• **Instructions to follow**
Give the number of lines below that contain "JSON", with no other output.

Segment Open

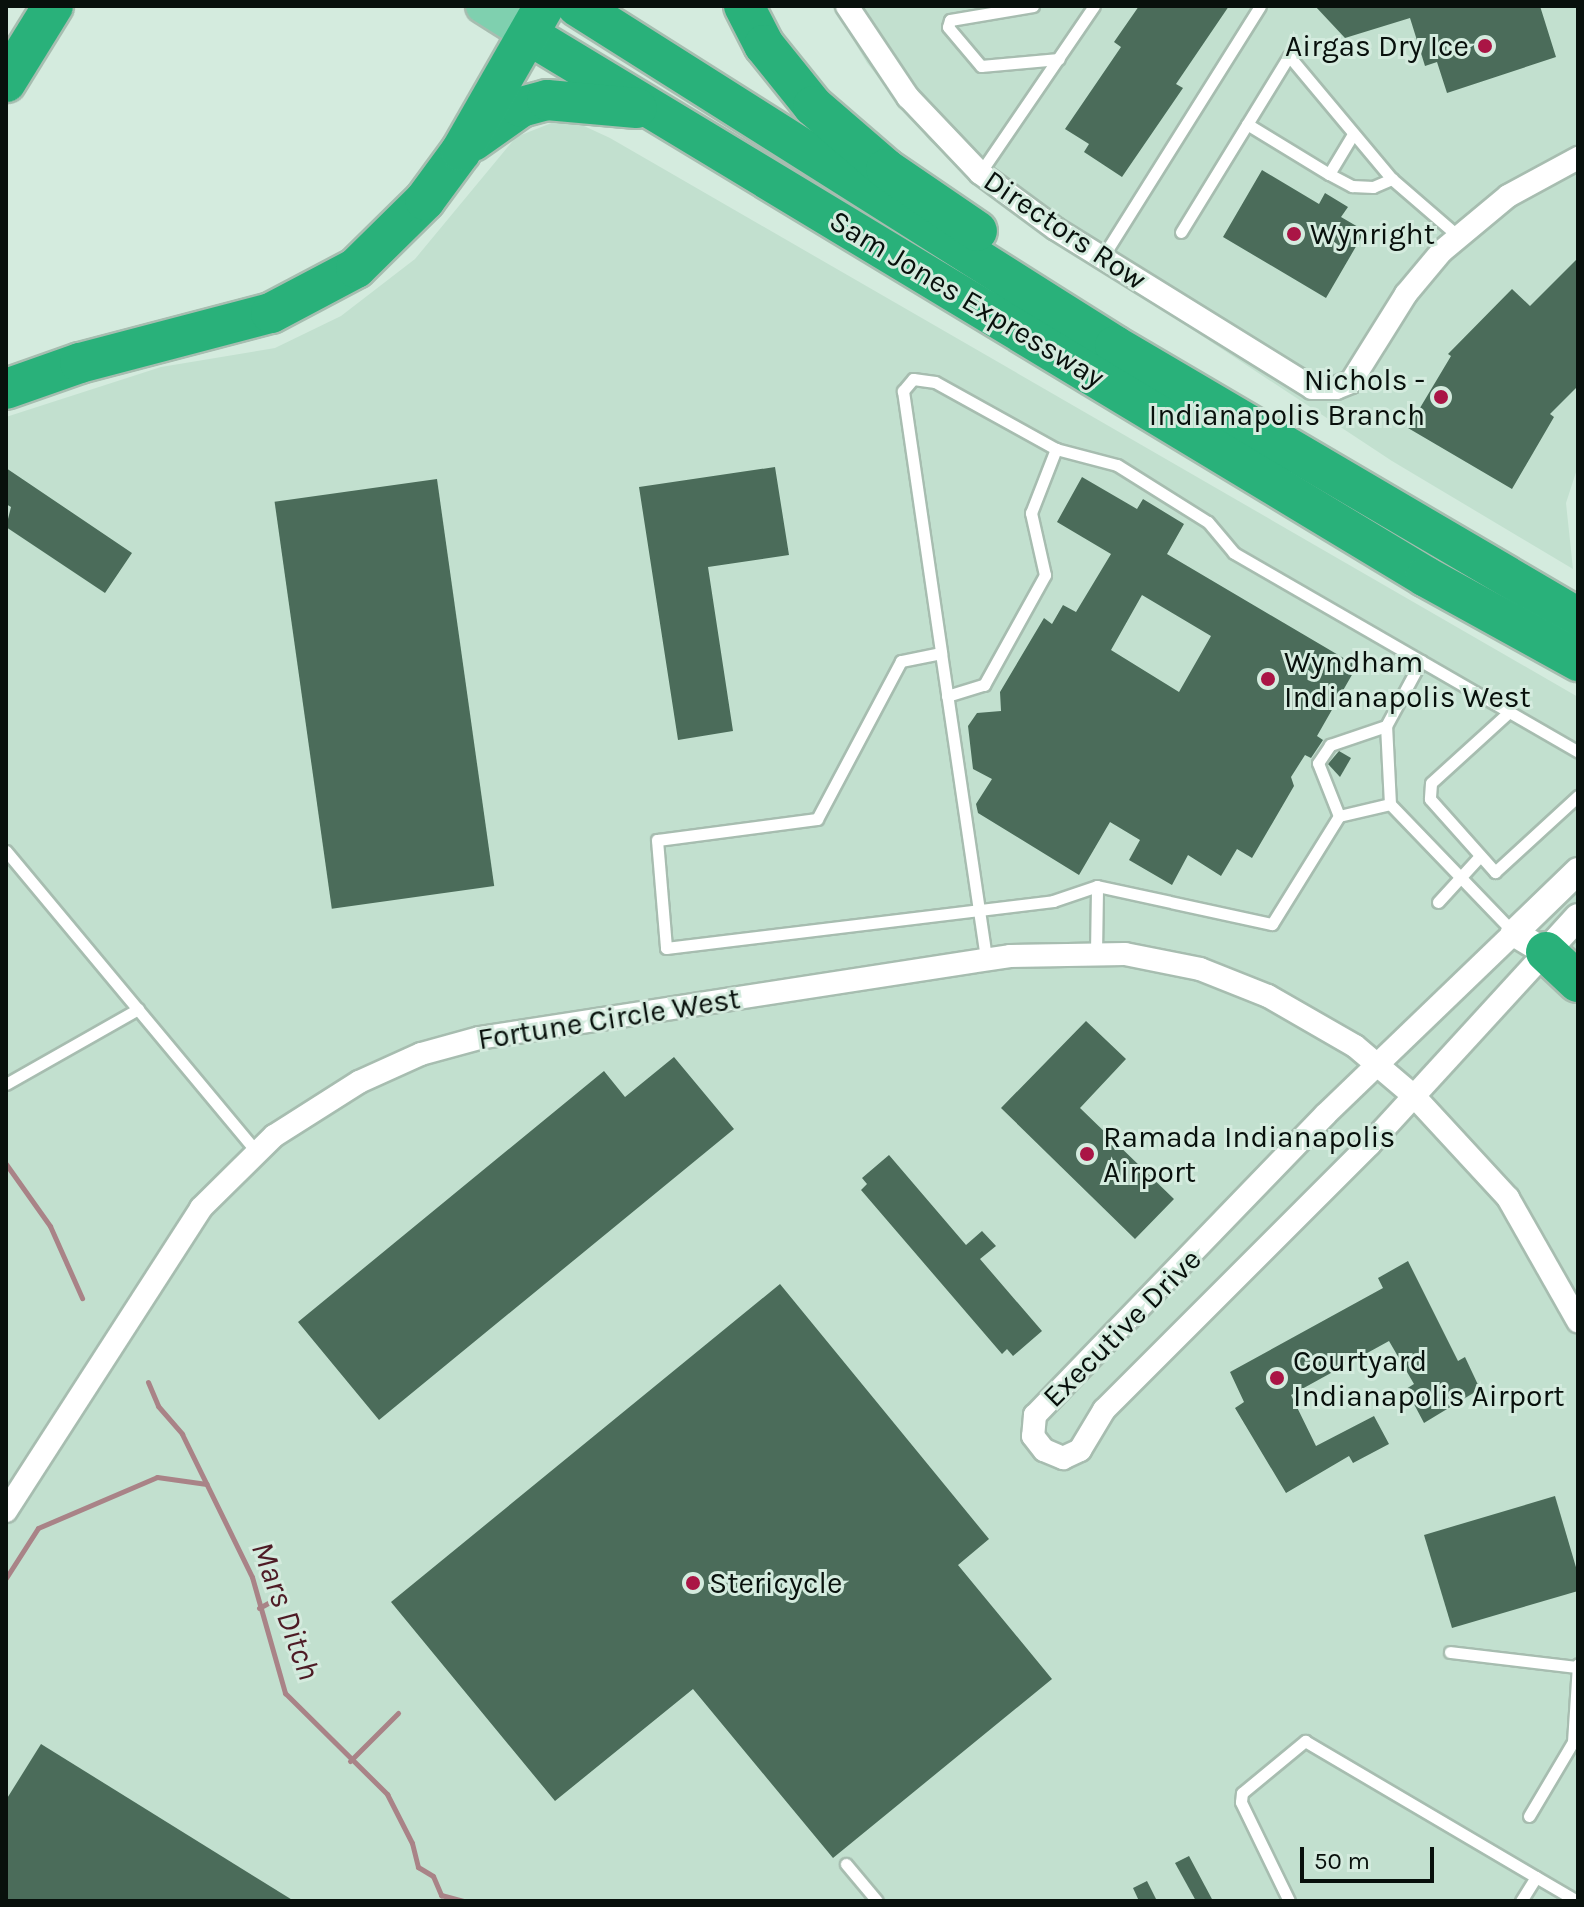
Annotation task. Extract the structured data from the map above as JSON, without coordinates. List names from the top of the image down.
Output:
{
  "streets": {
    "highway": ["Sam Jones Expressway"],
    "street": ["Directors Row", "Fortune Circle West", "Executive Drive"]
  },
  "crossings": [
    ["Fortune Circle West", "Executive Drive"]
  ],
  "water": ["Mars Ditch"],
  "places": [
    "Airgas Dry Ice",
    "Wynright",
    "Nichols - Indianapolis Branch",
    "Wyndham Indianapolis West",
    "Ramada Indianapolis Airport",
    "Courtyard Indianapolis Airport",
    "Stericycle"
  ],
  "scale_bar": "50 m"
}
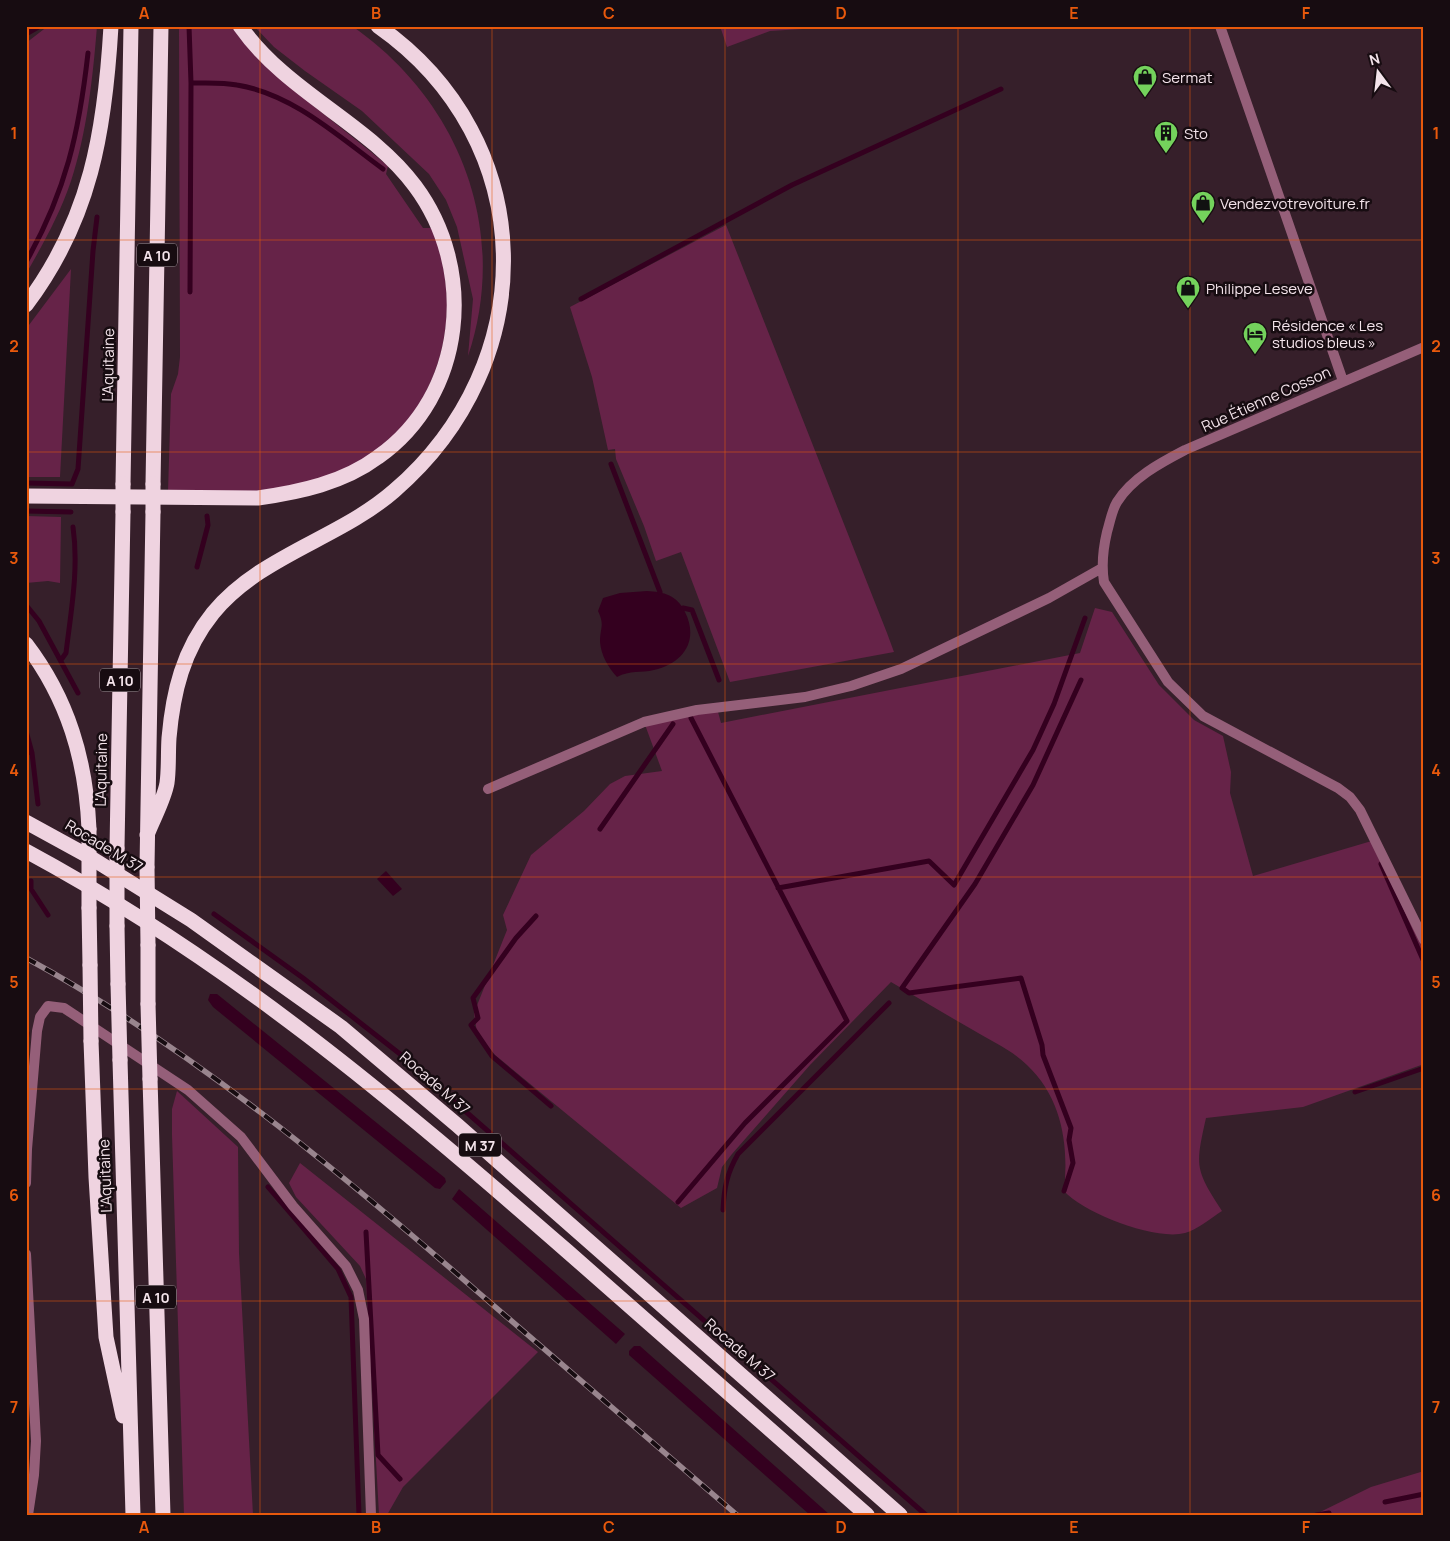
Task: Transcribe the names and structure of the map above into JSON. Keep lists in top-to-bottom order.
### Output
{
  "streets": {
    "highway": [
      "A 10",
      "L'Aquitaine",
      "Rocade M 37",
      "M 37"
    ],
    "street": ["Rue Étienne Cosson"]
  },
  "places": {
    "shop": ["Sermat", "Vendezvotrevoiture.fr", "Philippe Leseve"],
    "building": ["Sto"],
    "hotel": ["Résidence « Les studios bleus »"]
  },
  "north": "top",
  "grid": {
    "columns": [
      "A",
      "B",
      "C",
      "D",
      "E",
      "F"
    ],
    "rows": [
      "1",
      "2",
      "3",
      "4",
      "5",
      "6",
      "7"
    ]
  }
}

Segment Closed

• **The answer**
2